Though Intel Chief Executive Paul Otellini was upbeat about Netbook growth in 2009 during the chipmaker's earnings conference call last week, standard laptop shipments will outpace Netbook growth in 2010, according to Avian Securities.
"The big surprise over the past couple years has been the emergence of Netbooks. However we believe regular notebooks will likely outpace the growth in Netbooks in 2010," according to a research note from Avian published Tuesday. "For 2010 we expect regular notebooks to grow to 180+MM (million) from 140MM in 2009, with Netbooks growing to 47MM from 37MM," Avian said. (Netbook shipments came to about 10 million in 2008.)
The fact that PC makers need to make more money is one of the factors driving this trend. Netbooks are inexpensive--typically about $350--and not as profitable as more standard laptops. "PC (makers) have not given up on trying to find ways to recapture some of the margin lost when Netbooks became very popular over the past couple years."
The note continued. "With...regular notebooks becoming smaller/sleeker in size, while still offering a performance advantage versus Netbooks and selling for as little as $100 more for a basic model, we think that more consumers may be tempted to migrate back towards regular notebooks," Avian analyst Dunham Winoto wrote.

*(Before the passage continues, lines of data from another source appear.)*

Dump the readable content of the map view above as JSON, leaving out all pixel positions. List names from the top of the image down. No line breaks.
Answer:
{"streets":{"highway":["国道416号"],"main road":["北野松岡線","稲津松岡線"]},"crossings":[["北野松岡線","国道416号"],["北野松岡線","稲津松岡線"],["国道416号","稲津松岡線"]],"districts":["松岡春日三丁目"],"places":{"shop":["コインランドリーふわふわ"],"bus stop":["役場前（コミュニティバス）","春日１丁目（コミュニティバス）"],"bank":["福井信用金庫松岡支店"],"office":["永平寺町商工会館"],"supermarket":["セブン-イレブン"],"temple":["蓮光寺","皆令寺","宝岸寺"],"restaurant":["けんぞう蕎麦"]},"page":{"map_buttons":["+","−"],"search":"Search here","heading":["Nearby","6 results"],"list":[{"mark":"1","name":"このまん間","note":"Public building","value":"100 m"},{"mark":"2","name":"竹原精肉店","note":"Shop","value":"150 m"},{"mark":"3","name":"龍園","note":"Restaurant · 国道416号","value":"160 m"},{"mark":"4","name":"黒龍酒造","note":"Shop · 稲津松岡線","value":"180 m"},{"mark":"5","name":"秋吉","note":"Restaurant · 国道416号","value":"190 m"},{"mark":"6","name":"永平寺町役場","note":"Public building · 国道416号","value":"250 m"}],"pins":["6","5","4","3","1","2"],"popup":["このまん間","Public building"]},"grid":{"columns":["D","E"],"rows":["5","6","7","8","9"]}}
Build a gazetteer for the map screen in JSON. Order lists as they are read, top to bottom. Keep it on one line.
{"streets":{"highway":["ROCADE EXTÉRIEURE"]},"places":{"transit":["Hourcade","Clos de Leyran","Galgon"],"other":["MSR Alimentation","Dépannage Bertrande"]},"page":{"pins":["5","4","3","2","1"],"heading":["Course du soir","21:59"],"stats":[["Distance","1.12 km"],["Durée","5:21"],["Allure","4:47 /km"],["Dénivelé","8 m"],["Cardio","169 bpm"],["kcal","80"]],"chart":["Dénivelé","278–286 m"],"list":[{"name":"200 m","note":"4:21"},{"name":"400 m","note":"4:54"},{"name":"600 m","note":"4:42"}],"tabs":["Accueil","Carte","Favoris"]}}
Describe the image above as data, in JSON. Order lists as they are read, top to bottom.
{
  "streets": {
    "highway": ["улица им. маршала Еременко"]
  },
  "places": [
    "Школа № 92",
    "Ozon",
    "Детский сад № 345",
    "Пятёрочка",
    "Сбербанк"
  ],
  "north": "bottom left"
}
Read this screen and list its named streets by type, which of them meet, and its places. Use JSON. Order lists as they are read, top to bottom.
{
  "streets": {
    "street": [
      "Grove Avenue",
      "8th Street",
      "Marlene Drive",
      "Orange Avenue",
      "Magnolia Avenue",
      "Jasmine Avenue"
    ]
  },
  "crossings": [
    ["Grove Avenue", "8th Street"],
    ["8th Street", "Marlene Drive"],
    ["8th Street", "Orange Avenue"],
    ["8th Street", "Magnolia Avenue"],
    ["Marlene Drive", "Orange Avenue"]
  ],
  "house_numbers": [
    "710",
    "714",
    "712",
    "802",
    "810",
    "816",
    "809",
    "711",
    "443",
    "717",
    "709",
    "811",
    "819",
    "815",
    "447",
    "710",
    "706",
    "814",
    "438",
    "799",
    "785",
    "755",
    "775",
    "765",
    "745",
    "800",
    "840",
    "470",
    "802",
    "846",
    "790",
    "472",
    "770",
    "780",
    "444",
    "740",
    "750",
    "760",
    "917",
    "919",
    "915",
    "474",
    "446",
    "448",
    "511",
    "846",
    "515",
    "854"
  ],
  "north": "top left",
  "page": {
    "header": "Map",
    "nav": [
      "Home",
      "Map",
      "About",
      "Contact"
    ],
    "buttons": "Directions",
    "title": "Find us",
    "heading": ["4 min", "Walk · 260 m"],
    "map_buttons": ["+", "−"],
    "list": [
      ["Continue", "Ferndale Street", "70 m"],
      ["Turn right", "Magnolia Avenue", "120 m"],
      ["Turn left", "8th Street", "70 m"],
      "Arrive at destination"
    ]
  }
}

Intel Senior Vice President Sean Maloney echoed this sentiment to some extent when he addressed the ultrathin laptop market--a segment slotted just above Netbooks--in a CNET interview at the 2010 Consumer Electronics Show. Maloney said the ultrathin laptop market is now beginning to take off after a slow start in 2009.
And smartbooks, the nascent rival to Intel-based Netbooks, may get off to a slower-than-expected start this year. Gartner's "Semiconductor DQ Monday Report," which focused on the 2010 Consumer Electronics Show, said that smartbooks based on power-efficient ARM chips from companies like Qualcomm, Freescale Semiconductor, and Texas Instruments, are still more concept than product.
"Fewer-than-expected actual products were announced, and most of the demonstrations were still in the prototype stage...We maintain that the smartbook market will take some time to develop, and semiconductor vendors will need to plan to be in the market for the long haul to get their return," Gartner said.
Gartner noted that the most interesting smartbook announcements were the Qualcomm Snapdragon chip-based Lenovo Skylight and smartbooks based on Nvidia's Tegra processor.
Avian Securities also wrote Tuesday that smartbooks are not yet ready for prime time. "Though we acknowledge some of the advantages of smartbooks over Netbooks, at this stage we feel that most consumers have to make too many major compromises for the promise of longer battery life, which we think many are unlikely to accept."